It is not plausible for us to try and defend against hostile aliens, who knows of the technology they have. We must simple have our eggs in more than one basket, the more the better. I also do not understand the conclusion that there needs to be an infinite number of colonisable planets. We will escape extinction as long as we are able to stay alive, not run out of new planets to go to. I will also point out that if we do colonize every habitable planet, planets will still continue being destroyed and new ones will continue to form, meaning new planets to colonize. I also point out that we still will have to leave the earth one day or we will be killed by the sun.

"The alien bit, I will leave alone, as it is based on whether or not the aliens would be intelligent or not (granted that one even exists). As for discovery of habitable worlds, my opponent has yet to explain why this is necessarily a must. Discovery is beneficial, but it we do not need to expand to discover. We can send droids as we are doing at this moment. Furthermore, my opponent's argument is only valid if there are other planets that are able to be terraformed other than mars. Simply said, "2) Discovery [of] habitable worlds" can be fulfilled without expanding."

It is necessary to discover new habitable worlds because we need to discover them before we can go to them. I think this point is extremely simple. The alien bit is indeed up to whether you believe in aliens, however I mentioned the possibility that they don't in argument 4.

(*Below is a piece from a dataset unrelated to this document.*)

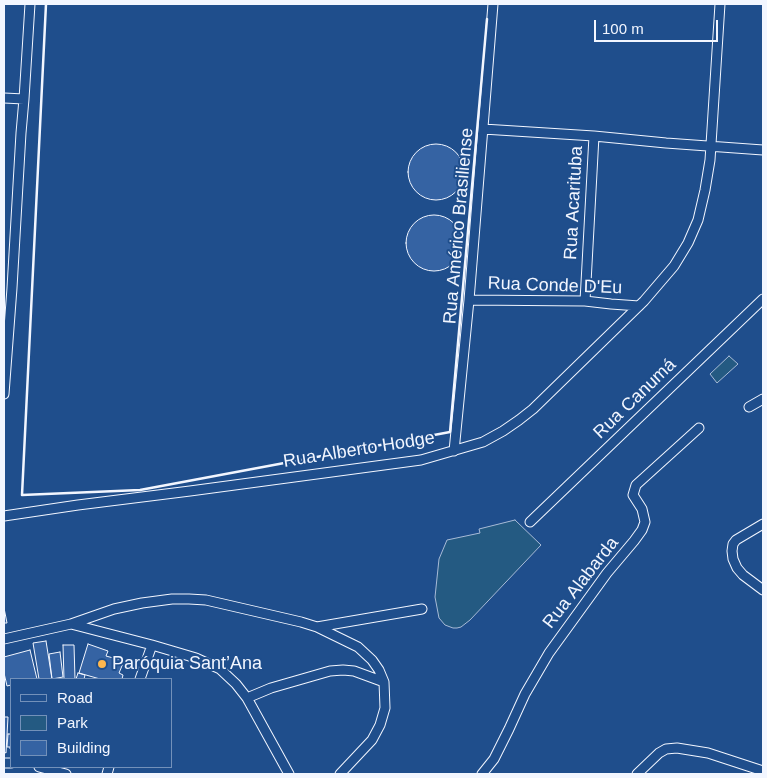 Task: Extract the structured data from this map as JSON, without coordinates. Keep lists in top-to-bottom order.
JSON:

"While finding new resources is beneficial, it is certainly not a must, as there is non renewable energy that can be used. Rather than investing in space expansion, we can use the money to fund research on non renewable energy.
The overpopulation argument can be settled in other ways than expanding to space. We can simply regulate population."

Non renewable resources are great, and I agree we could use the money for finding ways to power the world with them. However, Con's position on regulating population is not plausible. With free countries, such as America, where we both live, it is illegal for the government to enact such a restriction. In America, for example, it would be unconstitutional for the government to limit the amount of kids people can have. Eventually, when overpopulation is a huge issue, we will probably begin to expand into space, maybe with space stations at first, but sooner or later we will take more planets.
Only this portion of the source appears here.